Thanks for this! This was a favourite topic amongst the physics pupils in my school when I was 17-18 in the late 1960s. A number of lunch times were spent trying to work out why it wouldn't go on forever. When came to no conclusion as I recall.
17:24 that's what subscribing does. I don't need my notifications blowing up because every channel puts up a video. And in fact, seeing this video in my sub panel is how I got here in the first place.
Wasn't subscribed, but now subscribed. Probably not intelligent enough to understand this, but glad others who are can get this information freely. A beautiful thing.
And now I get why the pauli exclusion principle is a thing! I don't know why the symmetric/antisymmetric difference never clicked before, especially having watched the spin episodes. Thanks Spacetime! Also, question; is Helium-4's boson-like behavior why it is emitted in alpha decay? or is that an unrelated coincidence?
Excellent question. Yes, alpha decay needs to emit a boson, and it just so happens that two protons or two neutrons would be very unstable, so Helium-4 is the lightest stable boson it can produce, now, if you ask why it has to be a boson... that's a story for another time
@@falnica Does it have to be a boson? Beta decay, p-drip and n-drip all emit fermions so I can't imagine why that would be the case. I was under the impression helium was emitted because helium-4 is doubly magic (basically, protons and neutrons have 'shells' in a similar way electrons do in an atom, and magic numbers of them are when the shells are full). Other magic-numbered isotopes can also appear in Nuclear fission. I think the reason helium is more common is that fission requires a larger increase in the nucleus' surface area, which requires a lot of energy because the protons/neutrons are attracted to each other.
I have set every channel I'm subscribed to to not notify me when videos are updated specifically because I preferred the email notification system UA-cam used to use. How I use UA-cam now-a-days is when I am ready to watch videos, I sit down and load my subscription page, NOT the home page.

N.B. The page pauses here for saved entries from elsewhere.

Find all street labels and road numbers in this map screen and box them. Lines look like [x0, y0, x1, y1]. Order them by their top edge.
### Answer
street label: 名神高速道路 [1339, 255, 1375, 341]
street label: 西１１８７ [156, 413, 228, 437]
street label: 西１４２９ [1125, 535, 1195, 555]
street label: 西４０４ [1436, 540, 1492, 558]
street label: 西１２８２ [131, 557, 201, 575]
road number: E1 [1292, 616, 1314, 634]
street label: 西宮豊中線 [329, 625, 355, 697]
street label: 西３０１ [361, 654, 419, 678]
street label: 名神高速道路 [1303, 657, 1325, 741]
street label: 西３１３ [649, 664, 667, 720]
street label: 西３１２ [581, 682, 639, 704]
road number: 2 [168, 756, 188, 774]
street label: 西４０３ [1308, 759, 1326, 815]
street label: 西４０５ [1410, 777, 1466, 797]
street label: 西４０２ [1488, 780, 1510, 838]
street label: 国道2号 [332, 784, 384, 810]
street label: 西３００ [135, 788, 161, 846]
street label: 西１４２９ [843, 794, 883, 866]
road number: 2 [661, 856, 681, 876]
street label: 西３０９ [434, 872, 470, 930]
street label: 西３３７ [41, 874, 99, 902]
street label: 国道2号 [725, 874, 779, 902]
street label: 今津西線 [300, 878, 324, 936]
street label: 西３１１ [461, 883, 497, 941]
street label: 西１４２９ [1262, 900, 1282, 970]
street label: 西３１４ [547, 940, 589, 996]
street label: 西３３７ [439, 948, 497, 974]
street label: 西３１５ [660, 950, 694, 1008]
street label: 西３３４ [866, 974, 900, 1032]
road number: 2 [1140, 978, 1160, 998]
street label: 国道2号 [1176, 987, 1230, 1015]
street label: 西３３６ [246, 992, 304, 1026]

I was lucky enough to see "Marilyn" in action at Manchester university, my friend was using it for his PhD. Got to see how they get things down to near absolute zero with a vortex of helium 4. Was fascinating, someone should do a video on it 😊.
This is a science lesson I hope people had in schools/universities. Yeah, uni, it's cool that I know how to calculate that, but I'd very much appreciate a bit of visuals and the context
@@maddsua I think it's because you said "schools/universities" in your original post. In the U.S., we usually think of schools as Elementary, Middle or Junior High, and High Schools. Especially when someone mentions universities separate. There are other types of schools, but they are not as well-known. I'm not sure where you are from or where the other person is from, but I can understand why someone might assume you meant high school.

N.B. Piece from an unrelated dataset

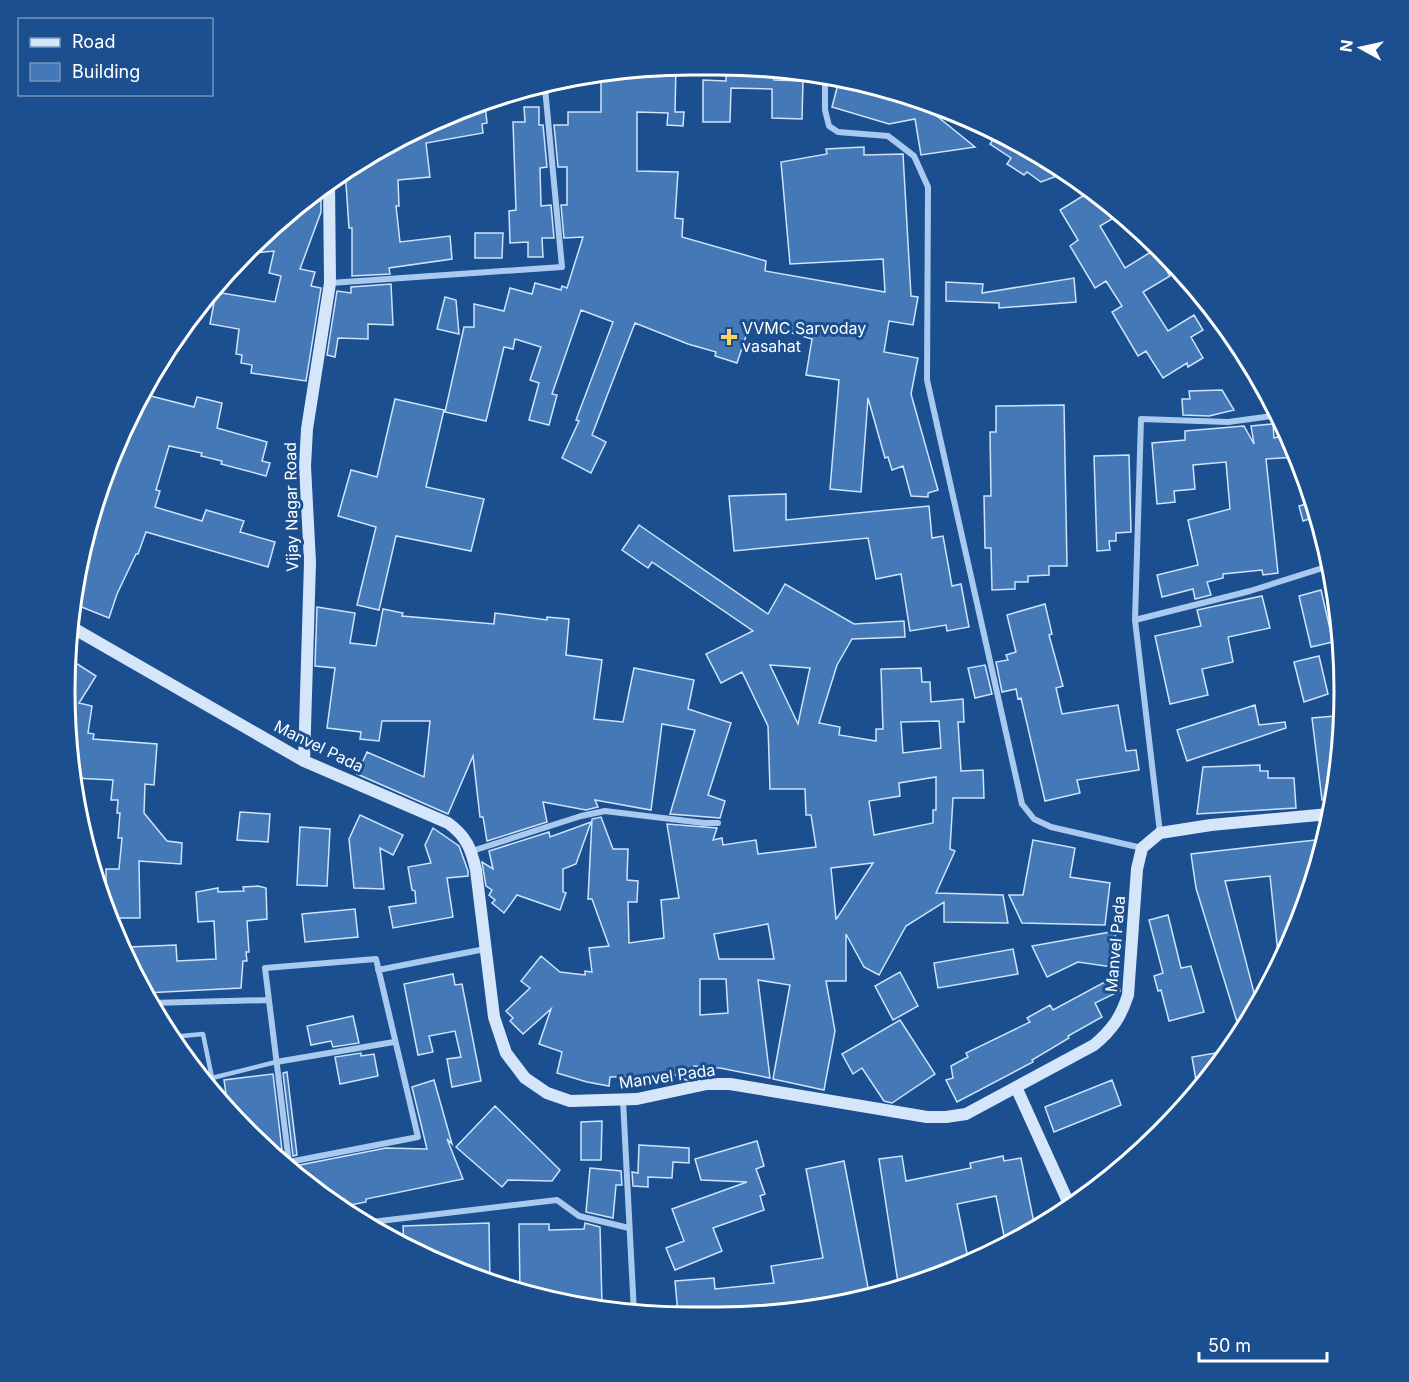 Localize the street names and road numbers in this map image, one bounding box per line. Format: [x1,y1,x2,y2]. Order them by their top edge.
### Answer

So, the particles don't interact because that would require exchange of energy and one of them would need to move to a lower energy state. But at this point, there IS no lower energy state! 😅 It all makes perfect sense now. Physics books are like - they occupy same energy state, cannot interact bla bla, but none of them bothered to explain why they cannot interact. 🙃
I want an episode on if "Absolute Zero" is theoretically possible. Absolute Zero means no particle has any energy thus they are not moving at all, that would mean we know both the speed and location of an electron, since the speed is 0 and the location is obvious as is not moving.
It’s not. We would need an infinite amount of energy to do so which would introduce heat back into the system. I’m almost 100% sure we had him talk about it at some point.
Doesn't that relate to the atomic/molecular motion a.k.a heat and ignores the energy inside individual atoms/molecules perhaps except for spin? Genuinely asking
From thermodynamic point of view reaching zero is impossible because to remove heat you need to transfer it from hotter body to colder one, but you can't get a body with temperature lower then 0. And if cooling agent has a temperature of zero (but you just want to reach it, so where would you get one), then the body being cooled would approach the temperature of the cooling agent asymptotically - means would never reach zero. Also particles in a crystal lattice at 0 K would still have minimum vibrational motion, so I'm not sure you will be able to know both speed and location.
the only thing extra i can do besides donating rn to support this channel is posting this commect right. I love supporting PBS and i love supporting this channel.
PBS spacetime team / Matt O'Dowd do such a great job that one can focus, follow through and take up new concepts even when relaxing on the couch after a long day of work
This was a really really good eppisode! I felt that everything was explained perfectly for me to understand and that the goal of this video was to educate me, not get clicks
definitely valid, I didn't see the video in my sub box until just now. now that doesn't mean it wasn't there, but I had also refreshed the homepage hundreds of times and not a single time was this video recommended to me, despite being subscribed here (and on patreon)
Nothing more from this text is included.